Certainly this motion in arrest of judgment cannot be maintained. All is right on the record; and what the defendants complain of is an irregularity in taking the verdict; which, if well founded, would afford no cause for arresting the judgment. If any injustice had been done thereby, it should be corrected by setting the verdict aside and ordering a new trial. The paper sealed up by the jury was not technically a verdict. Such a paper is not a verdict, till it is affirmed and recorded. Roberts v. Rockbottom Co. 7 Met. 49. Co. Lit. 227 b.
In Halsey v. Woodruff, 9 Pick. 555, and that class of cases, where there was a joint charge of trespass against several, a verdict of guilty, and several damages, the plaintiffs were permitted 1o enter one joint judgment against all, assuming *505the largest sum assessed against any one as the damages against all, de melioribus damnis.

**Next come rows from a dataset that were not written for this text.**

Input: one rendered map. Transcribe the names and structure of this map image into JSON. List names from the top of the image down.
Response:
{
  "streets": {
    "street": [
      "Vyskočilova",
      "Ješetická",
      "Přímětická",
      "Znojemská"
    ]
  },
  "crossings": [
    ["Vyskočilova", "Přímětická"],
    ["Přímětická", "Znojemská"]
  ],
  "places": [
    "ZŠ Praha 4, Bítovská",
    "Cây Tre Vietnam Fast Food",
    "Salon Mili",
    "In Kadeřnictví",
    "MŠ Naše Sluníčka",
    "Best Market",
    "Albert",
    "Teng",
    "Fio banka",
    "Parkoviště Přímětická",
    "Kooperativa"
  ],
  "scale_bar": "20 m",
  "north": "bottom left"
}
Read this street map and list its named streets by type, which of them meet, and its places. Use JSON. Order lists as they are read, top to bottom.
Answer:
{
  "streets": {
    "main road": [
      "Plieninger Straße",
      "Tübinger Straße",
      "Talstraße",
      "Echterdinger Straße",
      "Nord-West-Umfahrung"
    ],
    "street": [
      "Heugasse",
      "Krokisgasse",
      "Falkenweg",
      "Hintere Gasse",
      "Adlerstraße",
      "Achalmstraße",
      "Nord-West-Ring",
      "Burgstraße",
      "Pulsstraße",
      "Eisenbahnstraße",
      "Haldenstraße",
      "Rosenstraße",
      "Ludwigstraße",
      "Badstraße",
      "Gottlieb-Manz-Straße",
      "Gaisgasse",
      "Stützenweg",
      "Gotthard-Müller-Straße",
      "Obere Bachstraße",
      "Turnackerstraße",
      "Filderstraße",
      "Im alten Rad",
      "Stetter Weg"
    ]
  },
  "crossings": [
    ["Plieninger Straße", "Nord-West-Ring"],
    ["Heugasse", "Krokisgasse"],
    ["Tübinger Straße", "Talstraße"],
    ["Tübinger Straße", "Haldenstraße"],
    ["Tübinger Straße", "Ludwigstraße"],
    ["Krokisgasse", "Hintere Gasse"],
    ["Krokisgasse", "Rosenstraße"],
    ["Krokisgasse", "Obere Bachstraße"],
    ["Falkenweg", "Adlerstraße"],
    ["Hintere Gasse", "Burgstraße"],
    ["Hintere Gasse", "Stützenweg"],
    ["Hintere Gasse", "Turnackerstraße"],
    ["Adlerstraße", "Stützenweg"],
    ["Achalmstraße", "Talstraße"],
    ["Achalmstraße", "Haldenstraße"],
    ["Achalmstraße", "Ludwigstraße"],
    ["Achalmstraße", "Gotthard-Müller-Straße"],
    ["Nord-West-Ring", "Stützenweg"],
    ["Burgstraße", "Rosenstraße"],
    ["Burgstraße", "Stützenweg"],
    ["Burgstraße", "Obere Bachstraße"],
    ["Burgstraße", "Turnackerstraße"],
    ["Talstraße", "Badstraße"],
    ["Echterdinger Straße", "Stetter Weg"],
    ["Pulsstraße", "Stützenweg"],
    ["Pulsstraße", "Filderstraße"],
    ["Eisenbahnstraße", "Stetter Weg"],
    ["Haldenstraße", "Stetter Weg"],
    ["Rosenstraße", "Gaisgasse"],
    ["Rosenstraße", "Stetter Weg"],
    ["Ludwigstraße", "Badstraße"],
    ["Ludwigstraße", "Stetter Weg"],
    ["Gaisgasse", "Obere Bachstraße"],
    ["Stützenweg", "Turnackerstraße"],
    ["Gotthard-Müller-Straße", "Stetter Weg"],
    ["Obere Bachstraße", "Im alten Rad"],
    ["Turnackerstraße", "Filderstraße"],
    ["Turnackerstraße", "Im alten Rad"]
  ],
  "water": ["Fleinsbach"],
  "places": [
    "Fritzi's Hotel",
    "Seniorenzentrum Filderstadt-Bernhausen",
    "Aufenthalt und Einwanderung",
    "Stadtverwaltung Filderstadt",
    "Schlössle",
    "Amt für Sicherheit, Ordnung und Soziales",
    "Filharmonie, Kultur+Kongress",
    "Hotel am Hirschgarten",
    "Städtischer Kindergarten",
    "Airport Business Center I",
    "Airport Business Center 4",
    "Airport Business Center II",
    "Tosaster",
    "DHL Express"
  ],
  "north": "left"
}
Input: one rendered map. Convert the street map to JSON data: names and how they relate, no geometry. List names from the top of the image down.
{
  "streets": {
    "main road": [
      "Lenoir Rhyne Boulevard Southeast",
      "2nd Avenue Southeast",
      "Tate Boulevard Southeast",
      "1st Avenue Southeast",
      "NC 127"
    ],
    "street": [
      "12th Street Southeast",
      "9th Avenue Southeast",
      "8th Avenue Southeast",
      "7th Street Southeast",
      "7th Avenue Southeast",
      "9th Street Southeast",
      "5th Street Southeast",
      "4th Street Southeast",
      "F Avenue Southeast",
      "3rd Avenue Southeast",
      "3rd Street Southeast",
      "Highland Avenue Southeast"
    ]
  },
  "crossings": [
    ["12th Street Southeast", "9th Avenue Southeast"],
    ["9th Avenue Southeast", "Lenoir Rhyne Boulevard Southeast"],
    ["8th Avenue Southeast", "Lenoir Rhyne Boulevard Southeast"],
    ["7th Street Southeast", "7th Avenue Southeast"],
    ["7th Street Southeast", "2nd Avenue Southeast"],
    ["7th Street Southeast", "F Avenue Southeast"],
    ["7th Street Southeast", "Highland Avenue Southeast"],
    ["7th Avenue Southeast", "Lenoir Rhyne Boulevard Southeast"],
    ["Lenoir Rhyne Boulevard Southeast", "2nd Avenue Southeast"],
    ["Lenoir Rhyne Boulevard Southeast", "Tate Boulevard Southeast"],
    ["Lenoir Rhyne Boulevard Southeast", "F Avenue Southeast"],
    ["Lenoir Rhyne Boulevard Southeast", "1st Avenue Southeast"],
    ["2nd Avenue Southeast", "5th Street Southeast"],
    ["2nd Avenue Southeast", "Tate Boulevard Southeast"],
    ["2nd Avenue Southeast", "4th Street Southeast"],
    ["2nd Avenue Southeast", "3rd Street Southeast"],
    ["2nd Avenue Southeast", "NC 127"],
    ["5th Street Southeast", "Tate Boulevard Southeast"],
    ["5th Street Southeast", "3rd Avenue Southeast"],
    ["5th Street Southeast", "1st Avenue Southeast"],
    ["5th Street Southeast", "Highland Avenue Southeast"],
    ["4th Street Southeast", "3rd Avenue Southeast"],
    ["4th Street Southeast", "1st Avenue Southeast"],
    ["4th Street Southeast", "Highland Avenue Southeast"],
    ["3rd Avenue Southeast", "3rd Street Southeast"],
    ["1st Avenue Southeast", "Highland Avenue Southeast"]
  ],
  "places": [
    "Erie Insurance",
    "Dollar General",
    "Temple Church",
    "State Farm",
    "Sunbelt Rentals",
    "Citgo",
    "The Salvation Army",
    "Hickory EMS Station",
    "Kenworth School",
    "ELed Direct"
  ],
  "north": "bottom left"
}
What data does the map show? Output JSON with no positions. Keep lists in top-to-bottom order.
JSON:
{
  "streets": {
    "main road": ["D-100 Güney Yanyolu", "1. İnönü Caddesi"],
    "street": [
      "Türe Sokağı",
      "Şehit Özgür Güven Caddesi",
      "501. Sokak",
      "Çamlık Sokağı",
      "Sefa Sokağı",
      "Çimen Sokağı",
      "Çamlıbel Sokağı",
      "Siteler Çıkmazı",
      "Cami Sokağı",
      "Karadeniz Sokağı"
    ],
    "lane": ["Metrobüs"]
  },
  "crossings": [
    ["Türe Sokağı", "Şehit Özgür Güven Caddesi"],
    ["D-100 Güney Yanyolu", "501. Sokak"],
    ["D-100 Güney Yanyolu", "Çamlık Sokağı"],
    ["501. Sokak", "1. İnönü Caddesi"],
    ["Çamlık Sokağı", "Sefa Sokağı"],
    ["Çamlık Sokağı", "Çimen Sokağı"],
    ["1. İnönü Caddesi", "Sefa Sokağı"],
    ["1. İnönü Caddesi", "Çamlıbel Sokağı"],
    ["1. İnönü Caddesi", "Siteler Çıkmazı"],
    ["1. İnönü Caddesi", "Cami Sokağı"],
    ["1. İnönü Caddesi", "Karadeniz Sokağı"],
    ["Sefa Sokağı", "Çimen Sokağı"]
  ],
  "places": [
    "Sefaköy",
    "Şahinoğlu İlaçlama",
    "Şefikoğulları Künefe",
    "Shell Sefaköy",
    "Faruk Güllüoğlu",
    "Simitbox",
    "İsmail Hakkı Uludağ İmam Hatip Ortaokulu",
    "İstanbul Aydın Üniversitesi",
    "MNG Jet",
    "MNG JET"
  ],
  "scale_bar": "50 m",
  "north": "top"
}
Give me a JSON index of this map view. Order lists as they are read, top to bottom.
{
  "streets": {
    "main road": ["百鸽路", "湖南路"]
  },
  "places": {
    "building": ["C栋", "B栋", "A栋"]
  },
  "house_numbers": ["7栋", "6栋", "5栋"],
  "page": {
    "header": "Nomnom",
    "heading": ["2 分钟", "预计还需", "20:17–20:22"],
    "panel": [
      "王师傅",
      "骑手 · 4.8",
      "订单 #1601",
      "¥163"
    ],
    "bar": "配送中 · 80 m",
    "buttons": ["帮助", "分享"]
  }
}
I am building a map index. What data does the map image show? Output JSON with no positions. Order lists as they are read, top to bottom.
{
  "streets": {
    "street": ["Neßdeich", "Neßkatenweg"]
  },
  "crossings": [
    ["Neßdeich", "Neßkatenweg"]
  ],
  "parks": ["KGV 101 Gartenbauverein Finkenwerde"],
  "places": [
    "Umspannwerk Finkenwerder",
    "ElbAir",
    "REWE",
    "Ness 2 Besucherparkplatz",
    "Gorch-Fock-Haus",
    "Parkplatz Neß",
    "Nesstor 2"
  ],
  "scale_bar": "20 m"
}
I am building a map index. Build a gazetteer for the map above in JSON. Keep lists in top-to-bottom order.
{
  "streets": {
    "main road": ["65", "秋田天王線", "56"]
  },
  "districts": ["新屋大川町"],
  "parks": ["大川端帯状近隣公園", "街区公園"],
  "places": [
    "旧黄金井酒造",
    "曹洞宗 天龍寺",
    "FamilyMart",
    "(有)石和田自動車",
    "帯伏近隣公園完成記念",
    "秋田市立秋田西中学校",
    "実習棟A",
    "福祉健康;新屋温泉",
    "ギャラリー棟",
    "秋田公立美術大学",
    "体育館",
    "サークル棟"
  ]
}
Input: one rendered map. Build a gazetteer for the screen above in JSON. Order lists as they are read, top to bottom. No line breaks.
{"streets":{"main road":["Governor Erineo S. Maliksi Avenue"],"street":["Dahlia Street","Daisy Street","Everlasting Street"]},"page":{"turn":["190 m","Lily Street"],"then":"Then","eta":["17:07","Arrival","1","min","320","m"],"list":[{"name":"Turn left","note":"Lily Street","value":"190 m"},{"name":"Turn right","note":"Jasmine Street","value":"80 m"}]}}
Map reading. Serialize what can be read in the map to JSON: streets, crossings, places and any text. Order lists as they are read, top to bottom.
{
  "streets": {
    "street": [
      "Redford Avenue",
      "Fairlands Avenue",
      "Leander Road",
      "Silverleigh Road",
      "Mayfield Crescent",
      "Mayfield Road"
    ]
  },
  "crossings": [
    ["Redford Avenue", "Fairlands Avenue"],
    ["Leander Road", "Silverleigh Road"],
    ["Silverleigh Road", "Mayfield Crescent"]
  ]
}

Those were cases where such a verdict as that in question had been offered and amended, and stood as the basis of the judgment. But here, when the sealed paper was opened, it was rightly explained to the jury, by the judge, that the law required joint damages. They had already found that the plaintiff ought to receive, for his indemnity, twenty three dollars and forty nine cents, the aggregate of the three several sums. They adopted the amendment, (not having been discharged,) unanimously affirmed it as their verdict, and authorized it to be so recorded.
Motion overruled, and judgment on the verdict.